#### [WORK INSTRUCTIONS]
The required output is the line that contains "Serialize what can be read in this" through the last line of the data, retyped verbatim and with nothing added.

#### [DATA TO PROCESS]
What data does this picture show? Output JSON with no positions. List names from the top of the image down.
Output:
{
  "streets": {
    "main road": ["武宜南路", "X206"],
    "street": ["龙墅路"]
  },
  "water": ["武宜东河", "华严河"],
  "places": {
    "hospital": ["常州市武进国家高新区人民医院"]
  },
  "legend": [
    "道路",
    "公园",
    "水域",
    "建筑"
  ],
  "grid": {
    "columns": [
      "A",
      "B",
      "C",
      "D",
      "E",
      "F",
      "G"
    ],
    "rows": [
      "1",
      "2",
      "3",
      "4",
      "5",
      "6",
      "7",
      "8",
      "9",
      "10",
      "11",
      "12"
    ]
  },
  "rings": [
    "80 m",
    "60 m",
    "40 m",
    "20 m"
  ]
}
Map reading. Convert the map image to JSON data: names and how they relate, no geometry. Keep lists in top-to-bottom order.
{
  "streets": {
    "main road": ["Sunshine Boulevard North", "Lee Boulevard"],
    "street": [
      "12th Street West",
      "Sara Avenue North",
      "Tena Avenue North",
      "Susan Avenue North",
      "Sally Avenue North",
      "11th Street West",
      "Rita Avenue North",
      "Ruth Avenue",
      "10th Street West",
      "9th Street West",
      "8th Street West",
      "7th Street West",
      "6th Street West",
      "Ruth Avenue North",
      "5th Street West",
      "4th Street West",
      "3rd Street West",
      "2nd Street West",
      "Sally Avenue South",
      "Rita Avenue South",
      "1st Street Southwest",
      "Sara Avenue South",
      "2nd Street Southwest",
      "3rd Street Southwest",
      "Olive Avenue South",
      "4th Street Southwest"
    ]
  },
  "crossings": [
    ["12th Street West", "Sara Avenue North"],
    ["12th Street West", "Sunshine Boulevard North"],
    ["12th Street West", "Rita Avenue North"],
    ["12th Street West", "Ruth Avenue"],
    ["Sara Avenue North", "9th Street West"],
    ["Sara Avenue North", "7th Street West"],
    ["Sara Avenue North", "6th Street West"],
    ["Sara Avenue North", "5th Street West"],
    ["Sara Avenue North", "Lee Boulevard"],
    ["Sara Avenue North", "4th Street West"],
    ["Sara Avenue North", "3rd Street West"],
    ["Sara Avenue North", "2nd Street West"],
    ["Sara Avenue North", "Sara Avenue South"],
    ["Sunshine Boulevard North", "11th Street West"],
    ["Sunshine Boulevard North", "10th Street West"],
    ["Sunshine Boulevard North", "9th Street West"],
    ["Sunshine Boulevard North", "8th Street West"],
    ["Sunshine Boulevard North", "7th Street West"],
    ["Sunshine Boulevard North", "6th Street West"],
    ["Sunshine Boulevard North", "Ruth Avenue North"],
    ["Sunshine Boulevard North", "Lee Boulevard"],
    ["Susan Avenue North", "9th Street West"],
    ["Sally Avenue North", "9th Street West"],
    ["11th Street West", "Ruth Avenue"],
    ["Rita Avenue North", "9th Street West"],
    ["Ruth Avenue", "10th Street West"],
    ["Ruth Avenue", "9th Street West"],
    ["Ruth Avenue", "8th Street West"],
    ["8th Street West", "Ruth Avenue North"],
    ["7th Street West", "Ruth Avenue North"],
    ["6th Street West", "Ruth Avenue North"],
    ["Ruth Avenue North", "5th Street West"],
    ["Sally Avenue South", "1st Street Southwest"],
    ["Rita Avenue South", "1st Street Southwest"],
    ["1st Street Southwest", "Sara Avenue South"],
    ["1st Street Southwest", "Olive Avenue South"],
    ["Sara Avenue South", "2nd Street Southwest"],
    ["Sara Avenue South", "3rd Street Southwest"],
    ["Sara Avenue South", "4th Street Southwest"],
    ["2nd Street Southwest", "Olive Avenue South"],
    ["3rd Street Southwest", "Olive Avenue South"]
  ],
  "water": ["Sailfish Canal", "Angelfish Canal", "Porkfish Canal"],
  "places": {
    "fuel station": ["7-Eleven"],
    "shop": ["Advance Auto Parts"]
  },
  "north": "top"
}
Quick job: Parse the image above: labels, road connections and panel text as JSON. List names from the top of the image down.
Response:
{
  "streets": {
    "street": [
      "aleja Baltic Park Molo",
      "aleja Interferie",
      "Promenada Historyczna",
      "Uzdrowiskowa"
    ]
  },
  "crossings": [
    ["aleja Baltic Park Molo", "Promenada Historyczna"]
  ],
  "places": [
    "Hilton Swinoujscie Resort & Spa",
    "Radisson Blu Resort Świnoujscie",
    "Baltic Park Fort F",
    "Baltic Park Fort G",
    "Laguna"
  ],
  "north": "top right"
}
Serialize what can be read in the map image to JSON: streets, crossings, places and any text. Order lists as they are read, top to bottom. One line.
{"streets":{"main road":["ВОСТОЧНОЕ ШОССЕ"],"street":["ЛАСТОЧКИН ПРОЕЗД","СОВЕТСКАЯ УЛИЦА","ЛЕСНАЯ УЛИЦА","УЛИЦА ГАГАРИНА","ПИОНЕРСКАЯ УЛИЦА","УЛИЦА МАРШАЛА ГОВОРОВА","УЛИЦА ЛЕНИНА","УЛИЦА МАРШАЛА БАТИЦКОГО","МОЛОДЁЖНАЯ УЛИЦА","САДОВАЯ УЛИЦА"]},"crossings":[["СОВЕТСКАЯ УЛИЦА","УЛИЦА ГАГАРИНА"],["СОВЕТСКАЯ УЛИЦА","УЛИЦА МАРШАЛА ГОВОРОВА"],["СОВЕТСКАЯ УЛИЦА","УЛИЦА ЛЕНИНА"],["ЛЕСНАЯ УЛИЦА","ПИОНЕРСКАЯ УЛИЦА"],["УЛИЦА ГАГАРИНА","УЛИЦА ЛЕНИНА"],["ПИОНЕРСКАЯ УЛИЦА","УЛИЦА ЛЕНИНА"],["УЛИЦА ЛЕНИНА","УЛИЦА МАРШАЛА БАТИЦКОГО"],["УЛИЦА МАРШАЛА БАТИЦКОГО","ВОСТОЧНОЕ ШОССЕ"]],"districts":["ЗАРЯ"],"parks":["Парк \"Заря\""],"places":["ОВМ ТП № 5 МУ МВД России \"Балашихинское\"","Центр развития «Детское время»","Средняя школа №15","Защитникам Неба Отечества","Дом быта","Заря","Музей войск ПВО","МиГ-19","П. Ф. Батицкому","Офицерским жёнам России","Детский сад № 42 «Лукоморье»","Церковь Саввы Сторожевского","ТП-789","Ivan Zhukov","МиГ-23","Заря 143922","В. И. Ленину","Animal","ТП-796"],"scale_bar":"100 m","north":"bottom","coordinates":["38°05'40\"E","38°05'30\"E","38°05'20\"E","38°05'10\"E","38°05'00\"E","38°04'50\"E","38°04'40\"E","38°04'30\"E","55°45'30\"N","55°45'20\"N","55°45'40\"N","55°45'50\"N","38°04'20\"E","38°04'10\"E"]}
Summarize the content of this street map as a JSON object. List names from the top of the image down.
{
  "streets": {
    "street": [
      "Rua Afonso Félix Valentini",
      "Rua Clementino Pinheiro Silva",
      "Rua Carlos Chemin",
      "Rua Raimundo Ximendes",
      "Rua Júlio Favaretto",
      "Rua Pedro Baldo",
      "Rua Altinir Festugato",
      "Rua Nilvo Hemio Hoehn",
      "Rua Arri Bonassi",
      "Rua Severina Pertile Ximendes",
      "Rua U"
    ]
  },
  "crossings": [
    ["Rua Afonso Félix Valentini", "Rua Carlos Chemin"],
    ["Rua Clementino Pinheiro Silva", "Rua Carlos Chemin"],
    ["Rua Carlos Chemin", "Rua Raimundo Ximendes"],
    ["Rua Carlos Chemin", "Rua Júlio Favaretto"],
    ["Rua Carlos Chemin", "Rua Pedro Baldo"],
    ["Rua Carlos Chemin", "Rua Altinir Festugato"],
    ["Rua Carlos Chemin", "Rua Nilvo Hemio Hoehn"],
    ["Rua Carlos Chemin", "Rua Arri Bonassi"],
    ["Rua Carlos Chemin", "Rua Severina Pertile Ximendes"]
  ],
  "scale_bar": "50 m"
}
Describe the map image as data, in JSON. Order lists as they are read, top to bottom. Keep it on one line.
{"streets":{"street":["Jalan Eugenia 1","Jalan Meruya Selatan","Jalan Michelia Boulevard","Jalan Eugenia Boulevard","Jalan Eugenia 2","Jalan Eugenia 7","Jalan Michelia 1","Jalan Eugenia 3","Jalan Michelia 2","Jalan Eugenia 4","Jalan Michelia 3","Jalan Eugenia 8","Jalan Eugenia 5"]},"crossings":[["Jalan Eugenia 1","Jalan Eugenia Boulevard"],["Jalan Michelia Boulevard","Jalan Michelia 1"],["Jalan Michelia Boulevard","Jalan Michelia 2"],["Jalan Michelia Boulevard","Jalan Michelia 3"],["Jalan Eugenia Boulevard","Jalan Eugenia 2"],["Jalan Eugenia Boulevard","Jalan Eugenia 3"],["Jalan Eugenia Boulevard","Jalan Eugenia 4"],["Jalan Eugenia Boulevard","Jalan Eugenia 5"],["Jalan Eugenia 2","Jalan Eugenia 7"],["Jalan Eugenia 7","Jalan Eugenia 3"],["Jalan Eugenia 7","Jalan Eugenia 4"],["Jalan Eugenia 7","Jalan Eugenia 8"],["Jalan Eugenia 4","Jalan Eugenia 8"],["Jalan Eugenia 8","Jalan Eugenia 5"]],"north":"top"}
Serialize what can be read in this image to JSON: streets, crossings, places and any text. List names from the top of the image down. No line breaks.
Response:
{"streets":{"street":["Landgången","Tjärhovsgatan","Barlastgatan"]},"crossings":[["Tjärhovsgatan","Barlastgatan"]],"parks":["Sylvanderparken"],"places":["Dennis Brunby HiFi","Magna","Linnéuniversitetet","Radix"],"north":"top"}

#### [RESPONSE AREA]
Serialize what can be read in this image to JSON: streets, crossings, places and any text. List names from the top of the image down. No line breaks.
Response:
{"streets":{"street":["Landgången","Tjärhovsgatan","Barlastgatan"]},"crossings":[["Tjärhovsgatan","Barlastgatan"]],"parks":["Sylvanderparken"],"places":["Dennis Brunby HiFi","Magna","Linnéuniversitetet","Radix"],"north":"top"}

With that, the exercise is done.